─── Supplied records ───

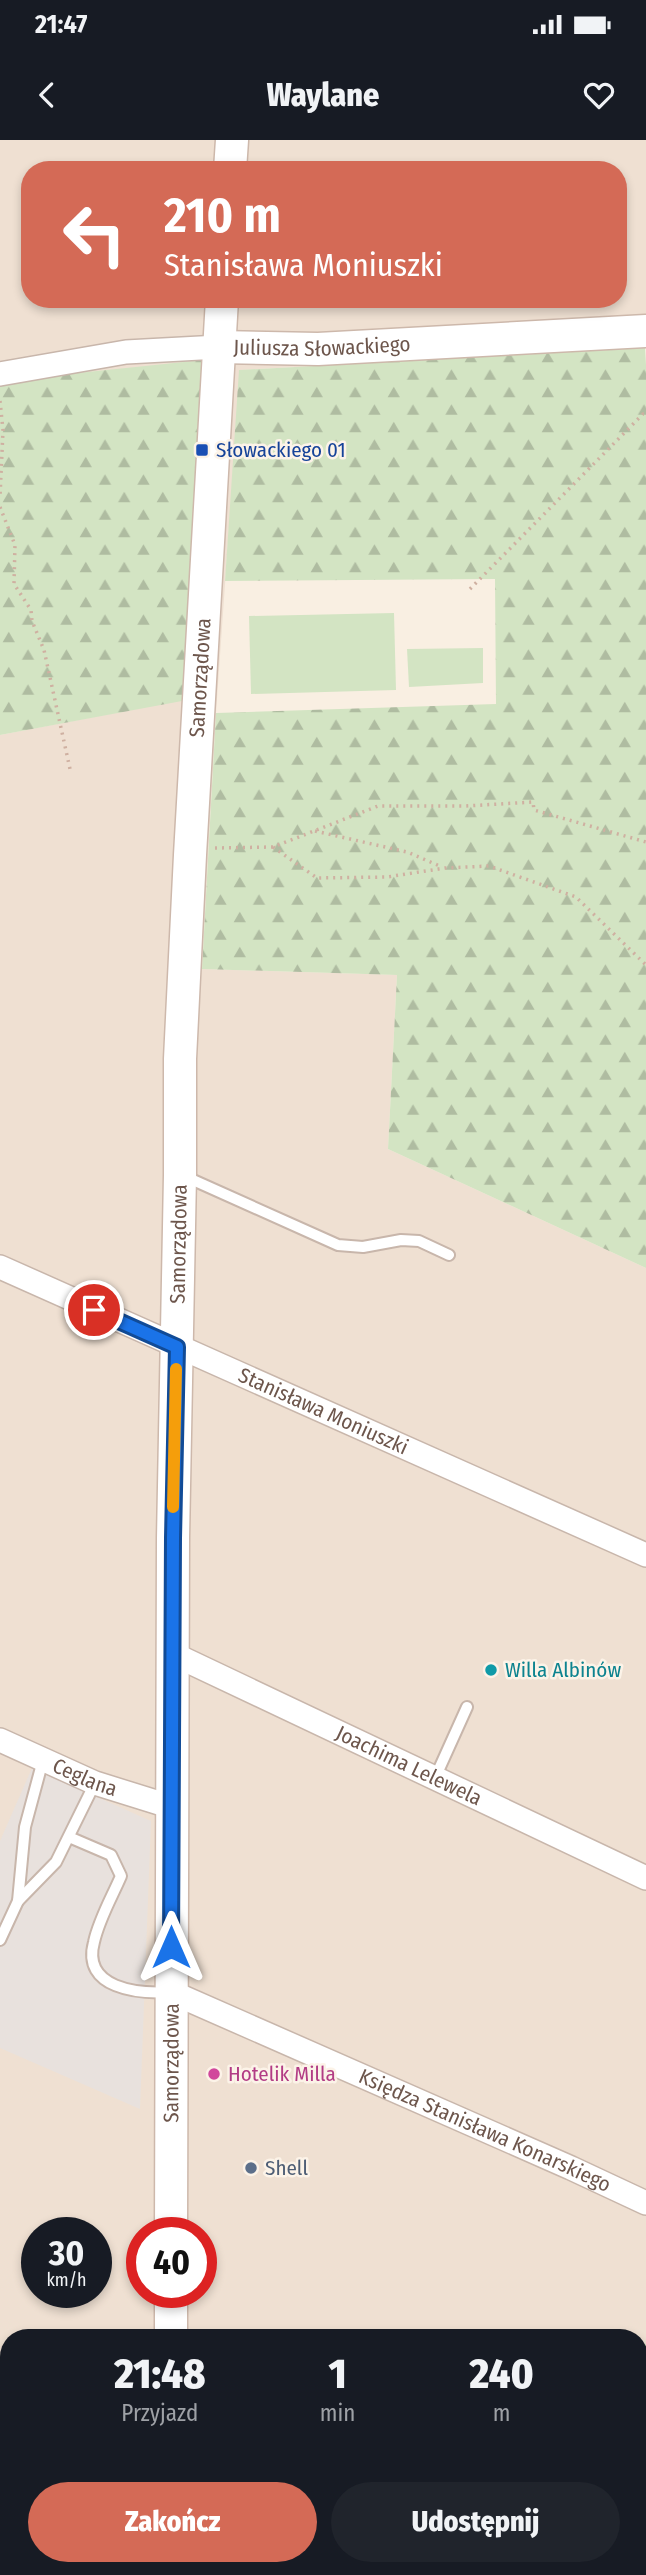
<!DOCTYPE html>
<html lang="pl">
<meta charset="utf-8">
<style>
:root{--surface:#171b24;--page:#20242c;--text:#f1f3f6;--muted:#9ea1a6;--accent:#d46a56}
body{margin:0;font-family:"Fira Sans Condensed",sans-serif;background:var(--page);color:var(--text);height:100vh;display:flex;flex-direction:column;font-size:26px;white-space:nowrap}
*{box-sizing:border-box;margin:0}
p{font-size:23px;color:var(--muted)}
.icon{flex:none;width:38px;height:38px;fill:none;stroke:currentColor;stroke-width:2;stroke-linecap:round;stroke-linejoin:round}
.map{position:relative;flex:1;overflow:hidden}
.panel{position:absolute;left:0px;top:2189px;width:648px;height:247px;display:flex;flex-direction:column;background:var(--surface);border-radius:28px 28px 0 0;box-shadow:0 4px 10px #0003}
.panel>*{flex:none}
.guide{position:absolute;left:21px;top:21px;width:606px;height:147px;border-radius:28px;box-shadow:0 4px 10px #0003;background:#d46a56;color:#fff;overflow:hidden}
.speed{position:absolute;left:21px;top:2077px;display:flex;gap:14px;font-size:35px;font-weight:700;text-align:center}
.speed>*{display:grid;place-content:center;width:91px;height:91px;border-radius:50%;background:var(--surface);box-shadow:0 4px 10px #0003;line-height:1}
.speed small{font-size:18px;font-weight:400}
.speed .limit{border:10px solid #d22;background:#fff;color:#111}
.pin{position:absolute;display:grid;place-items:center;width:60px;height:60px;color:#fff;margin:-30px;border:4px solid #fff;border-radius:50%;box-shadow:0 2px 7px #0007}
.me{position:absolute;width:77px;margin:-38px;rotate:0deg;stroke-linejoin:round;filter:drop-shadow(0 0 5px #0008)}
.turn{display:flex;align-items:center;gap:24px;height:147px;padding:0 28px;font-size:32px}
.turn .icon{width:91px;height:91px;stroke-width:2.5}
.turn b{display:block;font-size:49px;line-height:60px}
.eta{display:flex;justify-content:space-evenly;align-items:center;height:119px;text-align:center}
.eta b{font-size:42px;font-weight:800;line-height:49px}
.primary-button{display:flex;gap:14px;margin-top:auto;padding:14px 28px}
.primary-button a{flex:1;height:80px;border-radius:42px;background:var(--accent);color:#fff;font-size:28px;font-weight:800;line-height:80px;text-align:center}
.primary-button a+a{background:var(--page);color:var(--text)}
.status{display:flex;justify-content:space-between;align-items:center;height:49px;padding:0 35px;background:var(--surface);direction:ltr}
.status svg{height:19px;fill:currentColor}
header{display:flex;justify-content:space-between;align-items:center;height:91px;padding:0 28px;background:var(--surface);font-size:32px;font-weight:800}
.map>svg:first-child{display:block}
.residential{fill:#efe0d2;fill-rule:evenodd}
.industrial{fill:#e8e1dd}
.grass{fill:url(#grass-tufts)}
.forest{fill:url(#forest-firs)}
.pitch{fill:#d3e4c3}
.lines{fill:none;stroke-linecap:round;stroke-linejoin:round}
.lane-casing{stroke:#c8b6ab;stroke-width:14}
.street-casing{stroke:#c8b6ab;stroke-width:26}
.secondary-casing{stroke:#cdb8ab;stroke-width:35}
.path{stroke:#cfb0a1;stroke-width:3.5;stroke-dasharray:2 5;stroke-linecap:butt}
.lane{stroke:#fff;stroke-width:10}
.street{stroke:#fff;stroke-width:23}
.secondary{stroke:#fff;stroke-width:32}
.route-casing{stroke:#114b97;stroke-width:18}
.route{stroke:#1a73e8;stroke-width:12}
.slow{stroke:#f59e0b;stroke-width:12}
.transit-dot{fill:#1a4fb4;stroke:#fcf3e8;stroke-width:2.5}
.culture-dot{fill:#0f9aa8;stroke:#fcf3e8;stroke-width:2.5}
.hotel-dot{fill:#d1479c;stroke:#fcf3e8;stroke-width:2.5}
.service-dot{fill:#5c6f8a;stroke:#fcf3e8;stroke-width:2.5}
.labels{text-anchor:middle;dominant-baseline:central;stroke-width:5;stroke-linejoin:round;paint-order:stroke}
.street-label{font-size:21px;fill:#6d564c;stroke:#fcf3e8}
.transit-label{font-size:21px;fill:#164399;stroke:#fcf3e8;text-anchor:start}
.culture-label{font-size:21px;fill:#0d838f;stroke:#fcf3e8;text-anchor:start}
.hotel-label{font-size:21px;fill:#b23c85;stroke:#fcf3e8;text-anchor:start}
.service-label{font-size:21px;fill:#4e5e75;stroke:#fcf3e8;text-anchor:start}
</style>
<div class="status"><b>21:47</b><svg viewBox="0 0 49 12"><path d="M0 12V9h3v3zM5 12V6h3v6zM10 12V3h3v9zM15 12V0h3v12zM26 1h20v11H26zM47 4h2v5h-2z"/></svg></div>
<header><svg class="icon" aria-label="back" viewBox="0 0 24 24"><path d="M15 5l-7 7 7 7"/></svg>Waylane<svg class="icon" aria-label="heart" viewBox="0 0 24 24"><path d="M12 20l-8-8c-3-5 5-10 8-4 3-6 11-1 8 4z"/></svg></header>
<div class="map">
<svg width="646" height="2435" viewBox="0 0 646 2435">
<defs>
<pattern id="grass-tufts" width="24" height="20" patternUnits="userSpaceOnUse" patternTransform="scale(1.75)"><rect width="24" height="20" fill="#d3e4c3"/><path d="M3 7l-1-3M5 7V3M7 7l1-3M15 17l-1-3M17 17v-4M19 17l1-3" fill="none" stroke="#afbca1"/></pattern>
<pattern id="forest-firs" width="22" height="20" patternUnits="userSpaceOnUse" patternTransform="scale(1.75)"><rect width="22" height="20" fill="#d3e4c3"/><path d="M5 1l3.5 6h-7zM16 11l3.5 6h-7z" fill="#afbca1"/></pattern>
</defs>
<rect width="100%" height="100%" fill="#f9efe2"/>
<path class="residential" d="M0,0H646V208L240,230L216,573L202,829L397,835L388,1009L646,1128V2204H639V2198H9V2301L0,2285V595L182,560L203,221L0,241ZM30,30H618V159H30ZM37,2093H96V2152H37ZM142,2093H201V2152H142Z"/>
<path class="industrial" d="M32,1628L151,1681L140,1969L0,1908V1701Z"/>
<path class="grass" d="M9,2334V2427H92L97,2435H0V2341Z"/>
<g class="forest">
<path d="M645,208L646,225V1128L388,1009L397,835L202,829L216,573L496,564L495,439L225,441L239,230Z"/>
<path d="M203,220L182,561L0,595V241Z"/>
<path d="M639,2204H646V2435H519L517,2427H639Z"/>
<path d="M204,2427H482L445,2435H206Z"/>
</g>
<g class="pitch">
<path d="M394,473L396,550L251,554L249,476Z"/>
<path d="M483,508V543L409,547L407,509Z"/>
</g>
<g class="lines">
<defs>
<g id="lane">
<path d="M184,1036L338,1105L363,1107L401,1100L419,1101L449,1115"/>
<path d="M435,1638L467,1567"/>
<path d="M69,1697L111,1715L121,1736C112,1757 99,1779 94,1802C81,1849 139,1854 170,1852"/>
<path d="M18,1761L56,1722L95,1643"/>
<path d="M0,1800L18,1761L25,1687L43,1620"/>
</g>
<g id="street">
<path d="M0,234L126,212L219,207"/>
<path id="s1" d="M0,1127L646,1415"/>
<path id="s2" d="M173,1514L646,1738"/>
<path id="s3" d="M0,1600L95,1643L172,1667"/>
<path id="s4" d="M171,1852L571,2028L646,2063"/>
<path d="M0,2394L9,2395"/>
</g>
<g id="secondary">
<path d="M230,30L232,0"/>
<path id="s5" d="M219,207L318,209L646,191"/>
<path id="s6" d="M171,2093L173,1398L180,1035V919L190,715L222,159"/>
<path d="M171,2152V2198"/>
<path d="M0,2239L9,2254"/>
<path d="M110,2427L114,2435"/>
<path d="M16,2435L23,2427"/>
</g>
</defs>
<use href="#lane" class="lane-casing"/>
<use href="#street" class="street-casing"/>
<use href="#secondary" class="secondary-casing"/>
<g class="path">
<path d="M0,261L3,290L0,357"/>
<path d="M0,367L15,405L14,444L31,470L32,481L44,510L70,629"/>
<path d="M470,449L643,274H646"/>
<path d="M315,691L407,712L442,727"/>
<path d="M273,707L317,738L387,737L445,728L489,726L576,757L646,825"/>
<path d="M215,708L273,707L378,666H466L533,662L534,670L646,702"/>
<path d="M3,2278L9,2288"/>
<path d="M196,2427L197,2435"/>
</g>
<use href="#lane" class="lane"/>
<use href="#street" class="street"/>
<use href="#secondary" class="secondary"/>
</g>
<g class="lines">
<defs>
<path id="route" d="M94,1170L177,1207L173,1398L171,1807"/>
</defs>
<use href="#route" class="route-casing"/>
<use href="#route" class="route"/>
<path class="slow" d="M173,1367L176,1229"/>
</g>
<rect class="transit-dot" x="195" y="303" width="14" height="14" rx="3.5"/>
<circle class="culture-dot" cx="491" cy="1530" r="7"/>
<circle class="hotel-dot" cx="214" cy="1934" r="7"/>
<circle class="service-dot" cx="251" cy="2028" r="7"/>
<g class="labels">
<g class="street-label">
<text stroke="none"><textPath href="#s5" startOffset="103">Juliusza Słowackiego</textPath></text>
<text stroke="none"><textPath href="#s6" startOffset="1556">Samorządowa</textPath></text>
<text stroke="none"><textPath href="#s6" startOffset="989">Samorządowa</textPath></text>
<text stroke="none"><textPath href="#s1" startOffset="354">Stanisława Moniuszki</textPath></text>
<text stroke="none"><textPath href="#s2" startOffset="261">Joachima Lelewela</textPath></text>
<text stroke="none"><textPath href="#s3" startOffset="93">Ceglana</textPath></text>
<text stroke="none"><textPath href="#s6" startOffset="170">Samorządowa</textPath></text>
<text stroke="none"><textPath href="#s4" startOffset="343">Księdza Stanisława Konarskiego</textPath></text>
</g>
<g class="transit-label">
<text x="216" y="310">Słowackiego 01</text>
</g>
<g class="culture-label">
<text x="505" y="1530">Willa Albinów</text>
</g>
<g class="hotel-label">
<text x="228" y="1934">Hotelik Milla</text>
</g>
<g class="service-label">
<text x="265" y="2028">Shell</text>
</g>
</g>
</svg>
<div class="speed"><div>30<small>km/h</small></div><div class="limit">40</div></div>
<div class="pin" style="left:94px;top:1170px;background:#d93025"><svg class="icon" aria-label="arrive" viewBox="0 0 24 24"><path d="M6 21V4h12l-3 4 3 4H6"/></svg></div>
<svg class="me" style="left:171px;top:1807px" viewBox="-20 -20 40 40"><path d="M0-17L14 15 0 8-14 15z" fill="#1a73e8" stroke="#fff" stroke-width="4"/></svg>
<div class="guide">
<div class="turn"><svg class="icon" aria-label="left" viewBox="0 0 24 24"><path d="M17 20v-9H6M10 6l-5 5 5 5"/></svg><div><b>210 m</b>Stanisława Moniuszki</div></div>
</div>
<section class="panel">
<div class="eta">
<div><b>21:48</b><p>Przyjazd</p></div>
<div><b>1</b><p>min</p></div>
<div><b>240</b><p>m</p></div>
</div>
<div class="primary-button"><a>Zakończ</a><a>Udostępnij</a></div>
</section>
</div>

───

— Exercise objective —
Pull each line that includes the word "shadow" out of the material above.

— Response below —
.panel{position:absolute;left:0px;top:2189px;width:648px;height:247px;display:flex;flex-direction:column;background:var(--surface);border-radius:28px 28px 0 0;box-shadow:0 4px 10px #0003}
.guide{position:absolute;left:21px;top:21px;width:606px;height:147px;border-radius:28px;box-shadow:0 4px 10px #0003;background:#d46a56;color:#fff;overflow:hidden}
.speed>*{display:grid;place-content:center;width:91px;height:91px;border-radius:50%;background:var(--surface);box-shadow:0 4px 10px #0003;line-height:1}
.pin{position:absolute;display:grid;place-items:center;width:60px;height:60px;color:#fff;margin:-30px;border:4px solid #fff;border-radius:50%;box-shadow:0 2px 7px #0007}
.me{position:absolute;width:77px;margin:-38px;rotate:0deg;stroke-linejoin:round;filter:drop-shadow(0 0 5px #0008)}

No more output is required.